(WHAT IS BEING ASKED): Across the entries below, how many lines include "Prix"? Give the number and nothing else.
++++ GIVEN RECORDS
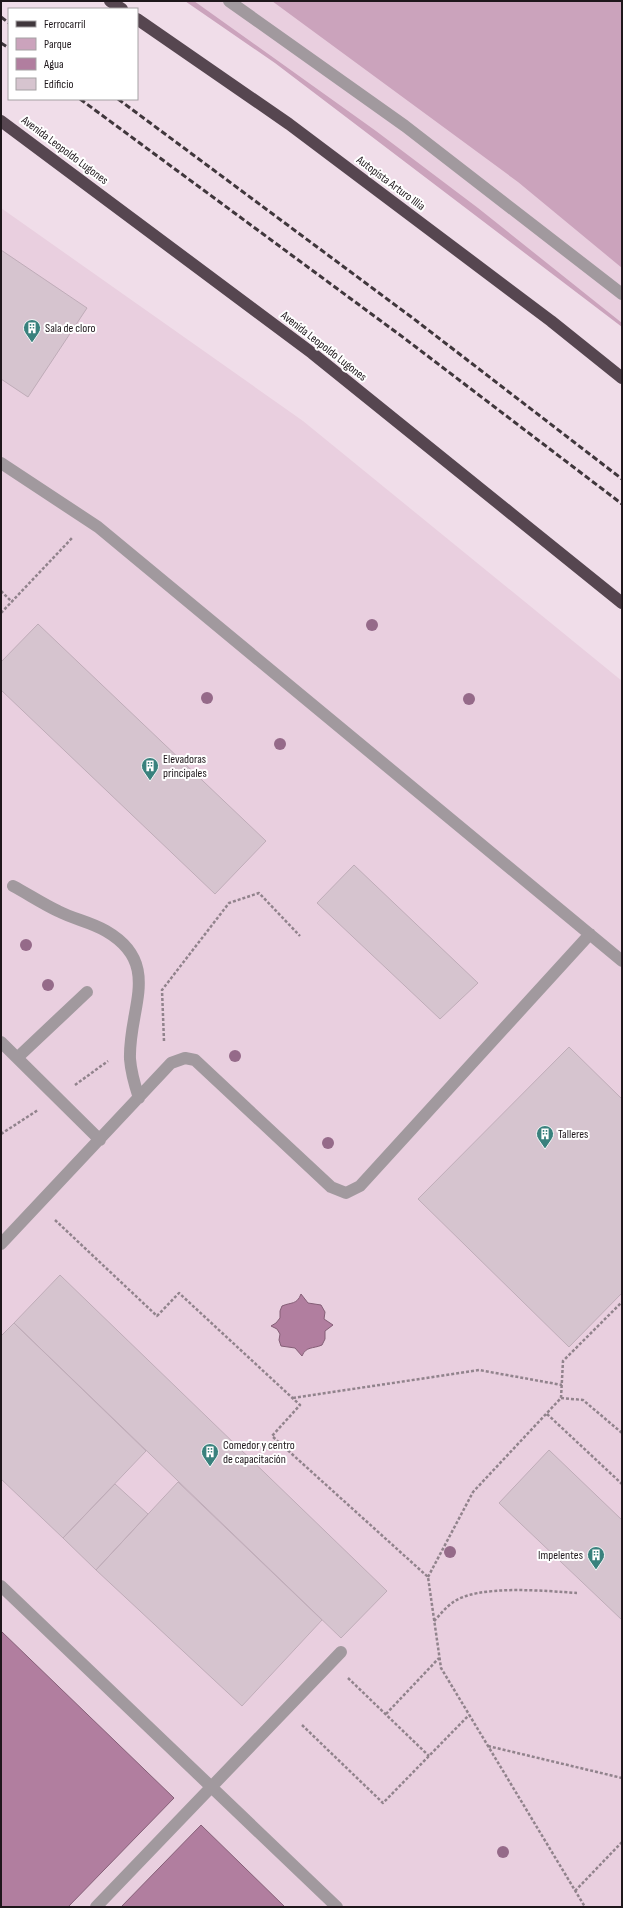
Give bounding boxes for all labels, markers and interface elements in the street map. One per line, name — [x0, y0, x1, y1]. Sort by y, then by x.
legend — [8, 8, 138, 100]
text: Ferrocarril — [44, 17, 86, 32]
text: Parque — [44, 37, 72, 52]
text: Agua — [43, 57, 64, 72]
text: Edificio — [44, 77, 73, 92]
street label: Avenida Leopoldo Lugones — [17, 112, 111, 188]
street label: Autopista Arturo Illia — [353, 152, 428, 214]
street label: Avenida Leopoldo Lugones — [277, 308, 370, 385]
building icon: Sala de cloro — [22, 318, 42, 343]
place label: Sala de cloro — [45, 321, 96, 336]
place label: Elevadoras principales — [163, 752, 207, 781]
building icon: Elevadoras principales — [140, 756, 160, 781]
building icon: Talleres — [535, 1124, 555, 1149]
place label: Talleres — [558, 1127, 588, 1142]
place label: Comedor y centro de capacitación — [223, 1438, 295, 1467]
building icon: Comedor y centro de capacitación — [200, 1442, 220, 1467]
building icon: Impelentes — [586, 1545, 606, 1570]
place label: Impelentes — [538, 1548, 583, 1563]

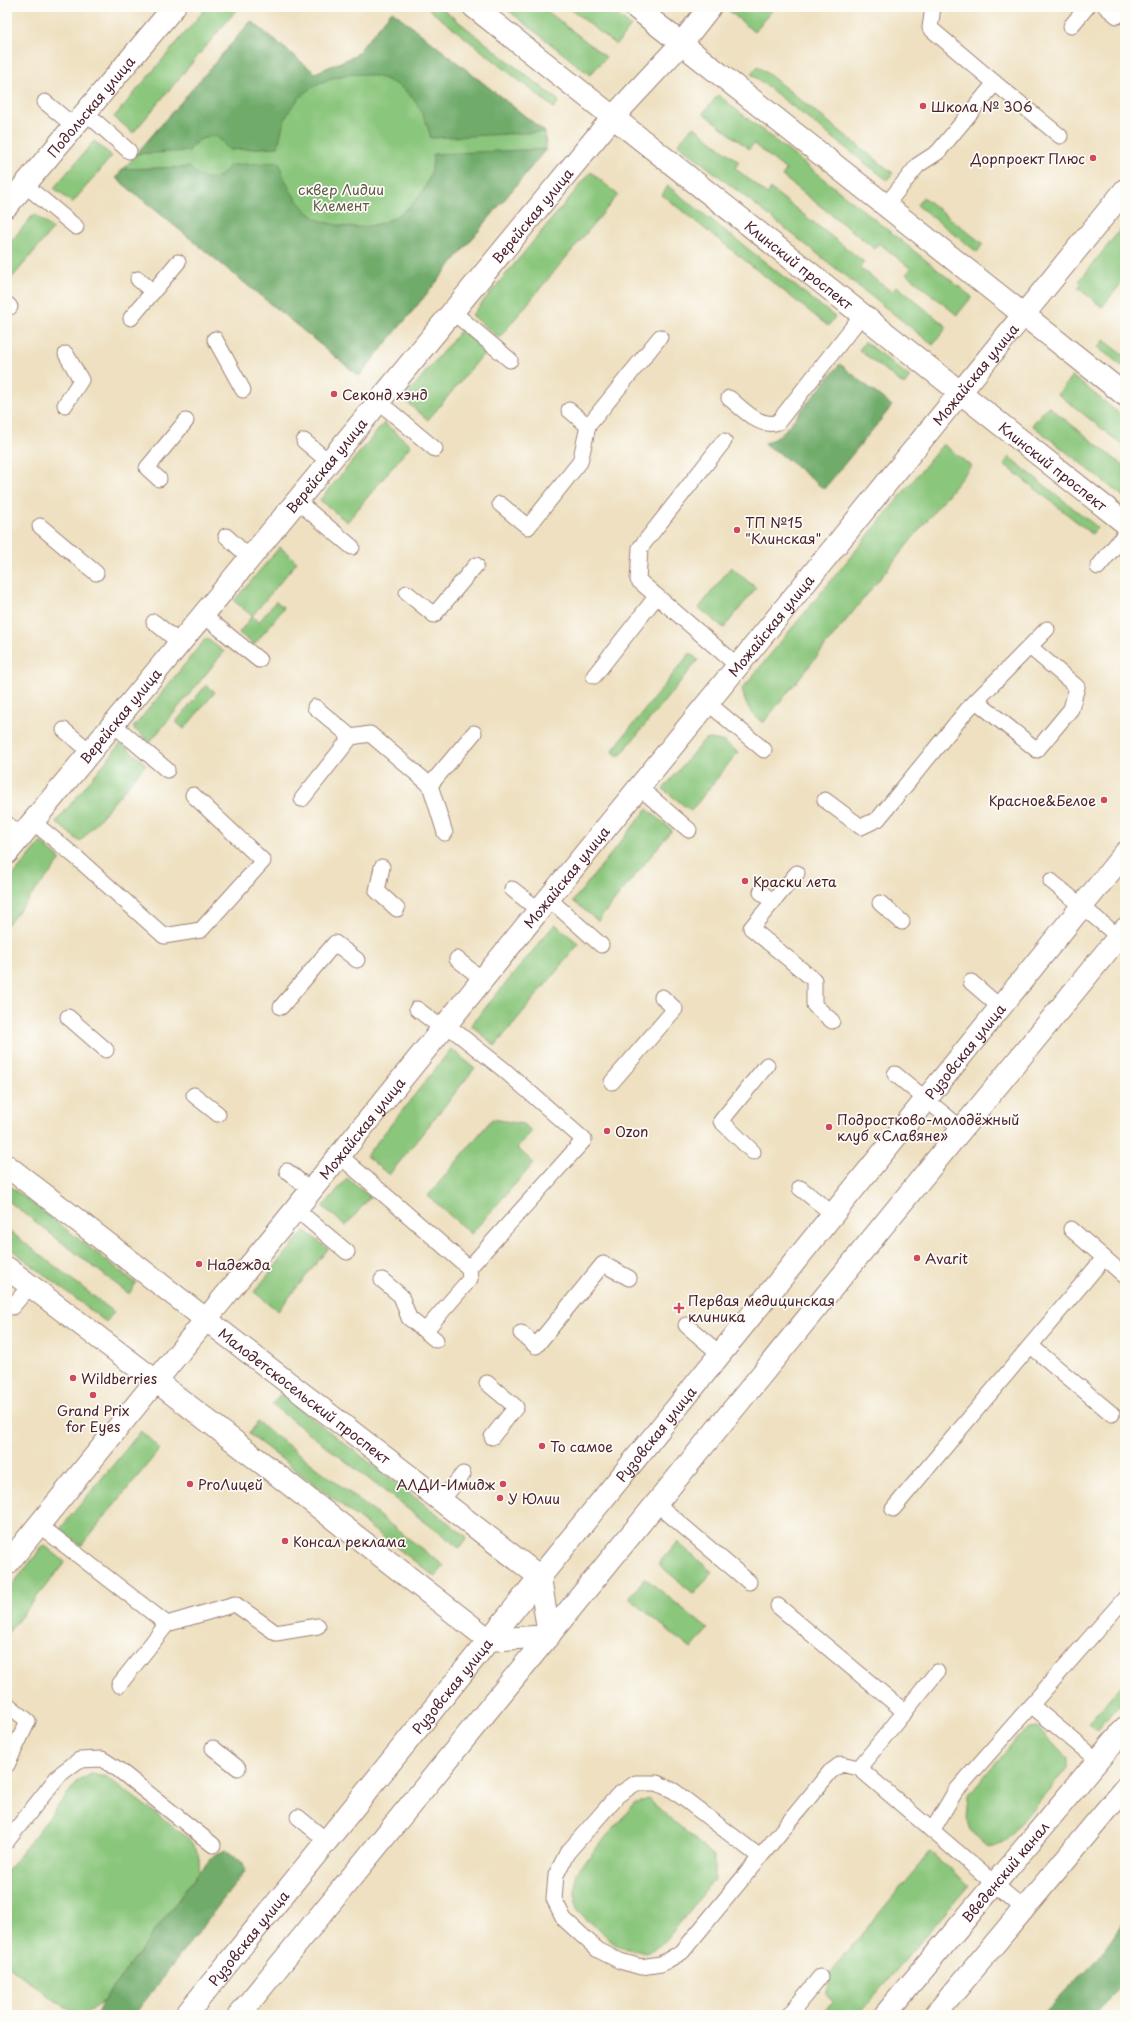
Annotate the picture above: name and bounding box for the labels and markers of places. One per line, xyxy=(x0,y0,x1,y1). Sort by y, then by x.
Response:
place label: Школа № 306 xyxy=(931,96,1033,117)
marker: Школа № 306 xyxy=(918,101,928,111)
place label: Дорпроект Плюс xyxy=(970,148,1085,169)
marker: Дорпроект Плюс xyxy=(1088,153,1098,163)
place label: Секонд хэнд xyxy=(342,384,428,405)
marker: Секонд хэнд xyxy=(329,389,339,399)
place label: ТП №15 "Клинская" xyxy=(745,512,821,549)
marker: ТП №15 "Клинская" xyxy=(732,525,742,535)
place label: Красное&Белое xyxy=(989,790,1096,811)
marker: Красное&Белое xyxy=(1099,795,1109,805)
place label: Краски лета xyxy=(753,871,837,892)
marker: Краски лета xyxy=(740,876,750,886)
place label: Подростково-молодёжный клуб «Славяне» xyxy=(837,1109,1019,1146)
place label: Ozon xyxy=(615,1121,648,1142)
marker: Подростково-молодёжный клуб «Славяне» xyxy=(824,1122,834,1132)
marker: Ozon xyxy=(602,1126,612,1136)
place label: Avarit xyxy=(925,1248,968,1269)
marker: Avarit xyxy=(912,1253,922,1263)
place label: Надежда xyxy=(207,1254,271,1275)
marker: Надежда xyxy=(194,1259,204,1269)
place label: Первая медицинская клиника xyxy=(688,1290,835,1327)
marker: Первая медицинская клиника xyxy=(673,1302,685,1314)
place label: Wildberries xyxy=(81,1368,157,1389)
marker: Wildberries xyxy=(68,1373,78,1383)
marker: Grand Prix for Eyes xyxy=(88,1390,98,1400)
place label: Grand Prix for Eyes xyxy=(57,1400,129,1437)
place label: То самое xyxy=(550,1436,613,1457)
marker: То самое xyxy=(537,1441,547,1451)
place label: ProЛицей xyxy=(198,1474,263,1495)
place label: АЛДИ-Имидж xyxy=(396,1474,496,1495)
marker: ProЛицей xyxy=(185,1479,195,1489)
marker: АЛДИ-Имидж xyxy=(498,1479,508,1489)
place label: У Юлии xyxy=(508,1488,560,1509)
marker: У Юлии xyxy=(495,1493,505,1503)
place label: Консал реклама xyxy=(293,1531,406,1552)
marker: Консал реклама xyxy=(280,1536,290,1546)

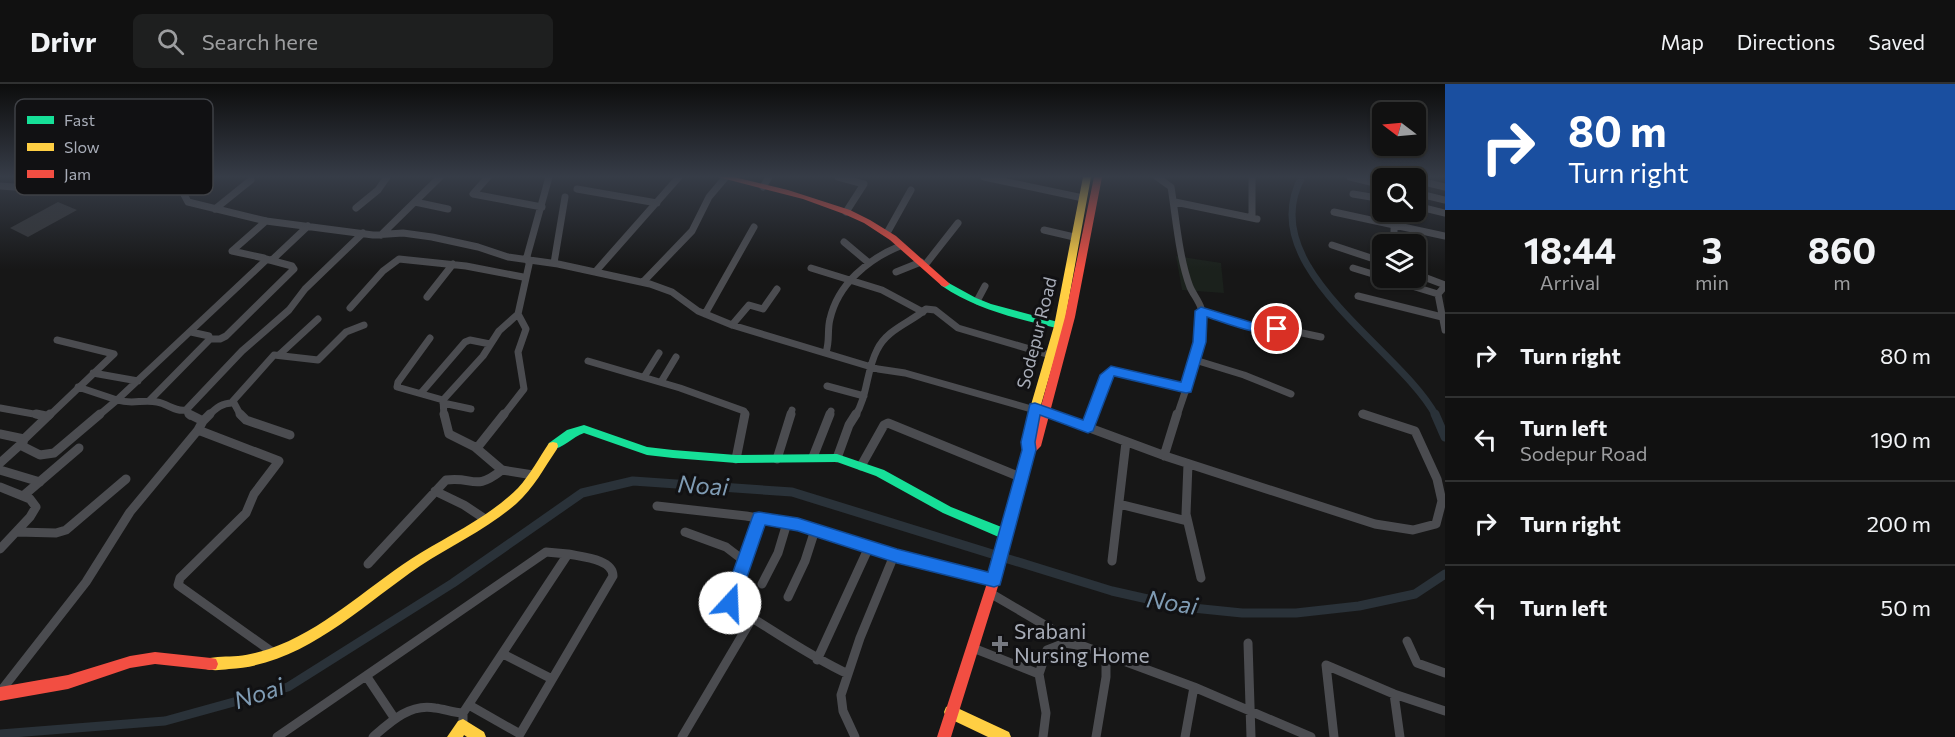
++++++++
(SOLVED EXERCISE): 2